En juin 2022, la plus haute instance américaine a ignoré deux de ses arrêts pour retirer aux femmes le droit constitutionnel à l’avortement. Un an plus tard, elle rejette des précédents remontant jusqu’en 1978 pour mettre fin à la discrimination positive dans les universités publiques et privées.

Rendue sans grande surprise par six voix contre trois, cette décision historique risque d’avoir des retombées profondes sur la composition des corps étudiants des universités les plus prestigieuses, qui ne pourront plus tenir compte de l’origine ethnique des candidats lors du processus d’admission. La nouvelle donne pourrait réduire de façon considérable le nombre déjà modeste de Noirs et d’Hispaniques sur les campus qui ouvrent les portes du pouvoir.

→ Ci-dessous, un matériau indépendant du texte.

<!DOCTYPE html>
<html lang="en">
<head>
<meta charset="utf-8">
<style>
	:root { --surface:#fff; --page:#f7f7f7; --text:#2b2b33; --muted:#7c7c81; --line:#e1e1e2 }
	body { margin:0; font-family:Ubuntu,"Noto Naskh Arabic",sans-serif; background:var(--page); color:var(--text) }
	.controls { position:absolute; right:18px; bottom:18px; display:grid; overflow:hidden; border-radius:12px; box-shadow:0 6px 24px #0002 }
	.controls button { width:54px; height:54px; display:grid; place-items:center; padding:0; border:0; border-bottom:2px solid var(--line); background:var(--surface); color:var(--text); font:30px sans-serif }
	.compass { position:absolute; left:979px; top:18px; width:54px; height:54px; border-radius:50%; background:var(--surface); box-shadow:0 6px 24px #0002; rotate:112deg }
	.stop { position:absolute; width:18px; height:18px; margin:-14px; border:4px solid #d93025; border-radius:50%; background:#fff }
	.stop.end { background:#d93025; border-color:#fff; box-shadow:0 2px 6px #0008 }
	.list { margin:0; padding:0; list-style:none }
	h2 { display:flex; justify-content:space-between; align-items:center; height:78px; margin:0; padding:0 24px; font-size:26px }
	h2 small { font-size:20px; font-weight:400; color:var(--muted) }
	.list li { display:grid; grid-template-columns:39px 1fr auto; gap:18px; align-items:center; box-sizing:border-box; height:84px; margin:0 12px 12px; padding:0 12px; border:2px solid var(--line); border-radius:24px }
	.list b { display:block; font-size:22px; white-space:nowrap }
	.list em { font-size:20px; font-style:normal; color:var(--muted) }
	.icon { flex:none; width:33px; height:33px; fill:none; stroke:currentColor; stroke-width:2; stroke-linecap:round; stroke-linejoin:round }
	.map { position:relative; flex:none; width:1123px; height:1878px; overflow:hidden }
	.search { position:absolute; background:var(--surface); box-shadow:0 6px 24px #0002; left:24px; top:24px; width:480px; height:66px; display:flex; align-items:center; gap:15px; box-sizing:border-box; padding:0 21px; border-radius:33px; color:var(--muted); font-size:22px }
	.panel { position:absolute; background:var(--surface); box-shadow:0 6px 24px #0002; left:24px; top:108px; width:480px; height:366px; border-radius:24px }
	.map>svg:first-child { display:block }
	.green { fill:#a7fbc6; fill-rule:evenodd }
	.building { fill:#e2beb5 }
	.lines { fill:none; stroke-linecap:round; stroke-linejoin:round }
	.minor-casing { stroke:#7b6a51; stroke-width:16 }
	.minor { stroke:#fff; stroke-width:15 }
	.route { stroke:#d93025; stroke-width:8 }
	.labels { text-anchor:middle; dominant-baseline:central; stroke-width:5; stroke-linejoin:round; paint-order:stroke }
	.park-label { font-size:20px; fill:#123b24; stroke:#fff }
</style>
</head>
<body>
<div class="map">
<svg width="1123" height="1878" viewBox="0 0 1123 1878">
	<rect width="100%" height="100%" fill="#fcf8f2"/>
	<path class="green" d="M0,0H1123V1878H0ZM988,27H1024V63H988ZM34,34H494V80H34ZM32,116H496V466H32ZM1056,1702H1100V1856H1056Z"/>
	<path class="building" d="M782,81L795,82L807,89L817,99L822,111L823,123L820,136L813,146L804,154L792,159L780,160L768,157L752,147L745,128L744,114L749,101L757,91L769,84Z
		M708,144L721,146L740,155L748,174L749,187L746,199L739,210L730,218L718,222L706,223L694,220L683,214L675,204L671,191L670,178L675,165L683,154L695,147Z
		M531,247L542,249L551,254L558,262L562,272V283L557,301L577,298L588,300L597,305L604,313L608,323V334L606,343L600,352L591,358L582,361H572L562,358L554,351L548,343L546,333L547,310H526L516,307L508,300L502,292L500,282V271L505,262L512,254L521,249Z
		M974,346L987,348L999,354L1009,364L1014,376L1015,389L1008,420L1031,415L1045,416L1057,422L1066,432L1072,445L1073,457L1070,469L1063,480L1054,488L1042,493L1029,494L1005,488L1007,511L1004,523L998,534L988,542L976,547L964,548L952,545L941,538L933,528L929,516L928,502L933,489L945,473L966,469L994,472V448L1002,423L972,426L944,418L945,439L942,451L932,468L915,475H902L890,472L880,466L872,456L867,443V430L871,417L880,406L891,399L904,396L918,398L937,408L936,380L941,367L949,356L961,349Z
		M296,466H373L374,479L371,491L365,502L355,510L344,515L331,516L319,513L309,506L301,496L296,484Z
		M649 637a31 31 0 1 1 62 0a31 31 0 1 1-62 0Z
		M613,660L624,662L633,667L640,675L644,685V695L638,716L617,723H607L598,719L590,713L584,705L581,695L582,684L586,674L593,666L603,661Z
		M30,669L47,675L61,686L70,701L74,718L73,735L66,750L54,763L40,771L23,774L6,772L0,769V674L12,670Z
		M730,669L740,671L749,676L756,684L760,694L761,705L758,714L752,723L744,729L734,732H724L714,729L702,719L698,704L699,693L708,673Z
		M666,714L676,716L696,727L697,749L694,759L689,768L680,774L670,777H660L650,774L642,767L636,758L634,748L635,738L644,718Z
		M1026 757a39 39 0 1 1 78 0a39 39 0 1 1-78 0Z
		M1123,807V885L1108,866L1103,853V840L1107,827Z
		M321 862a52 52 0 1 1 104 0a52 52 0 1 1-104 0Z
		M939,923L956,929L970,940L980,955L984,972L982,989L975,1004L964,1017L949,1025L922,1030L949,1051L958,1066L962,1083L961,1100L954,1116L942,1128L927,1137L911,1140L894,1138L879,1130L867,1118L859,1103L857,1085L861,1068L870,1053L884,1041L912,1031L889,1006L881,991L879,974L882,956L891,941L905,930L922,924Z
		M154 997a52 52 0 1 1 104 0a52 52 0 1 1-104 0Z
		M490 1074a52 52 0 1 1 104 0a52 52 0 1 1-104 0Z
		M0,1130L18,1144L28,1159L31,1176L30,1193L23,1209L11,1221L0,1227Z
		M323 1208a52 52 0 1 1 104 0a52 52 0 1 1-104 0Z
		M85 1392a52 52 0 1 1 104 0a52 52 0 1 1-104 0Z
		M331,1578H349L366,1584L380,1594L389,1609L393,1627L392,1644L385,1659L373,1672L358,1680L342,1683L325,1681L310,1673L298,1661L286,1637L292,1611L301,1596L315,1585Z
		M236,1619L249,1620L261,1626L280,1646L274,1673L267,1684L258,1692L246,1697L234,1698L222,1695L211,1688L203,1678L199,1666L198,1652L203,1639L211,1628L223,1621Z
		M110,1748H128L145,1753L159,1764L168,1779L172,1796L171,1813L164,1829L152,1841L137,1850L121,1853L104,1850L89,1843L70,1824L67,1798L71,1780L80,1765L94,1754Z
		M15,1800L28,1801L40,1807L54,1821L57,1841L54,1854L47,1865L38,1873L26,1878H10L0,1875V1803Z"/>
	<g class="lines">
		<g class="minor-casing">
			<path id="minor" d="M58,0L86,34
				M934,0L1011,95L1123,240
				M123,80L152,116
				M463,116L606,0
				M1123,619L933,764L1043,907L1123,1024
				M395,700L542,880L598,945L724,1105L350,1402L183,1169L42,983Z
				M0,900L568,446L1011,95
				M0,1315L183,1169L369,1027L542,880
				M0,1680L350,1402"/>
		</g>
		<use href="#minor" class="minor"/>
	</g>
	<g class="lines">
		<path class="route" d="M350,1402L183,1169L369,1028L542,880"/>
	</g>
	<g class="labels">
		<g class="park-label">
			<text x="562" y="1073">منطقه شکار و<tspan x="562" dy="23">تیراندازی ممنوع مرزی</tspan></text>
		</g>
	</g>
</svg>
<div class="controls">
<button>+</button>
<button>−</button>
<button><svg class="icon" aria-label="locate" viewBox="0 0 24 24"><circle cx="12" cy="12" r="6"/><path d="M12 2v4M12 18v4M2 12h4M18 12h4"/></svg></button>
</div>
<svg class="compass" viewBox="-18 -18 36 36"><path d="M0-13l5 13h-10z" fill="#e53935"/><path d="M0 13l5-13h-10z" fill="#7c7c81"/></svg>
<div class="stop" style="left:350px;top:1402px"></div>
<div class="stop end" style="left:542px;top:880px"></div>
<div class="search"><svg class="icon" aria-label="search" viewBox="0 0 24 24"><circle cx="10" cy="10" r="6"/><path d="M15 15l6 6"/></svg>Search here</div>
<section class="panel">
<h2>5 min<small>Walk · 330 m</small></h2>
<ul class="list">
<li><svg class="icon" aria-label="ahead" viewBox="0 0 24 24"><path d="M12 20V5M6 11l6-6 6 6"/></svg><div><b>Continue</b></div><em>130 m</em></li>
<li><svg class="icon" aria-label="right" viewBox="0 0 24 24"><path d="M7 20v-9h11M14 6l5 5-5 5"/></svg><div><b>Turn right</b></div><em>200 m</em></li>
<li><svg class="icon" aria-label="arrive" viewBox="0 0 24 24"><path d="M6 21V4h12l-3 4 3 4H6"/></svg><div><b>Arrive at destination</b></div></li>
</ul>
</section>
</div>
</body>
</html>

PHOTO SARAH SILBIGER, ARCHIVES REUTERS

Le juge en chef de la Cour suprême des États-Unis, John Roberts

« L’étudiant doit être traité sur la base de son expérience en tant qu’individu, et non sur la base de sa race », a écrit l’auteur de la décision majoritaire, le juge en chef de la Cour suprême, John Roberts, qui a reçu l’appui de ses cinq collègues conservateurs.

« Depuis trop longtemps, de nombreuses universités font exactement le contraire. Ce faisant, elles ont conclu, à tort, que la pierre d’assise de l’identité d’un individu n’était pas les défis relevés, les compétences acquises ou les leçons apprises, mais la couleur de sa peau. Notre histoire constitutionnelle ne tolère pas ce choix. »

Selon le juge Roberts, les programmes de discrimination positive soumis à l’examen de la Cour suprême — ceux des universités Harvard et de la Caroline du Nord — violent la clause de protection égale du 14e amendement de la Constitution ratifié en 1868.

INFOGRAPHIE LA PRESSE

Des juges progressistes se lèvent

Cette interprétation a fait bondir deux des trois juges progressistes qui se sont opposées à la décision.

« L’impact dévastateur de cette décision ne peut être surestimé », a déclaré la juge d’origine portoricaine Sonia Sotomayor, qui a reproché à la majorité conservatrice d’avoir érigé « en principe constitutionnel une règle superficielle d’indifférence à la couleur de la peau dans une société marquée par une ségrégation endémique, où la race a toujours eu de l’importance et continue d’en avoir ».

« La Cour subvertit la garantie constitutionnelle de protection égale en renforçant l’inégalité raciale dans l’éducation, le fondement même de notre gouvernement démocratique et de notre société pluraliste », a-t-elle ajouté.

La juge afro-américaine Ketanji Brown Jackson a blâmé de son côté la majorité conservatrice pour son « insouciance » vis-à-vis de la réalité raciale. « Le fait de considérer la race comme non pertinente en droit ne la rend pas telle dans la vie », a-t-elle écrit.

Échos dans la course à la présidentielle

La décision a fait réagir tous les candidats à l’élection présidentielle de 2024, y compris l’actuel occupant de la Maison-Blanche.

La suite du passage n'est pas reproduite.